In this case, the Government is talking about moving from fast-moving fashion to another model that is more sustainable. But the project also has another component: defending the local industry. “The problem is limited to a few platforms, which have no presence in France, and whose number of references is alarming,” highlighted Minister Béchu. “It is a question of economic sovereignty and the reconstruction of a French textile industry,” he argued.

The political party that defends the proposal, which is still in its first parliamentary steps, assures that it is not about focusing on specific companies. However, the bill does provide examples linked to companies that it names. For example, it indicates that Shein sells 7,200 new items on its website every day and that the total commercial offer that it makes available to its clients reaches 470,000 references. Shein has already responded to this bill and has sent a statement to the AFP agency in which it assures that its business model is “fundamentally different from that of fast fashion” and that it follows “the best international practices in terms of sustainable development.” and social commitments”.

Regarding the fee that the project proposes to impose – in theory on companies, not on clients – the proposal justifies that it would serve to compensate for the environmental impact of the garments. Also, that they would be progressive and that the year that would serve as a deterrent is not immediate, because it sets the 2030 calendar as the moment in which this fee could reach 10 euros per item or reach up to 50% of the sale price. . “It is about proceeding as we do in another field, that of the automobile, (…) to truly change the practices of producers, as well as the purchasing behavior of consumers,” indicates the text, according to information published by French media.

In addition, the project points to advertising, which would also try to be regulated. Something that would affect product advertisements made by influencers, according to Minister Béchu on the social network X.
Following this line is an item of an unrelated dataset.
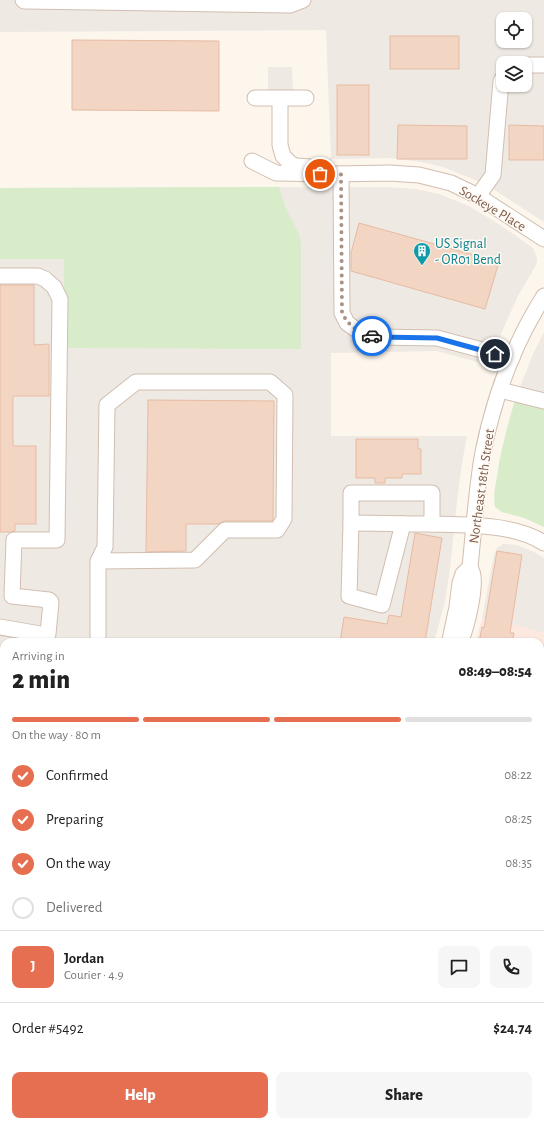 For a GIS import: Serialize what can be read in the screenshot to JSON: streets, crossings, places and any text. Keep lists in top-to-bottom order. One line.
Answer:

The pressure on fast fashion does not only occur in France. Shein is exploring going public as a way to generate income and continue growing. At first she considered jumping onto the Wall Street trading floor, according to information published by the Reuters agency. It would be valued at around 84,000 million euros. However, the scrutiny that it may bring to both her accounts and her model and production strategy may lead her to change New York for London, where she would have less pressure from the Administration.

In the United States, criticism from political powers towards these companies focuses on two different aspects. On the one hand, due to the production model of its garments and the accusations that point to cases of forced labor in the Xinjiang region. On the other, the fiscal cost.

The US House of Representatives analyzed the production model of online, fast-moving retail chains and how they manage to operate on a global scale without having large distribution and logistics centers, through constant shipments from China. “Temu and Shein are building empires around a legal loophole,” criticized Wisconsin Republican Congressman Mike Gallagher. “They are evading taxes,” he said. Specifically, they would have managed to avoid a tariff law, dating back to the 1930s, which exempts from paying tariffs if shipments do not exceed 800 euros.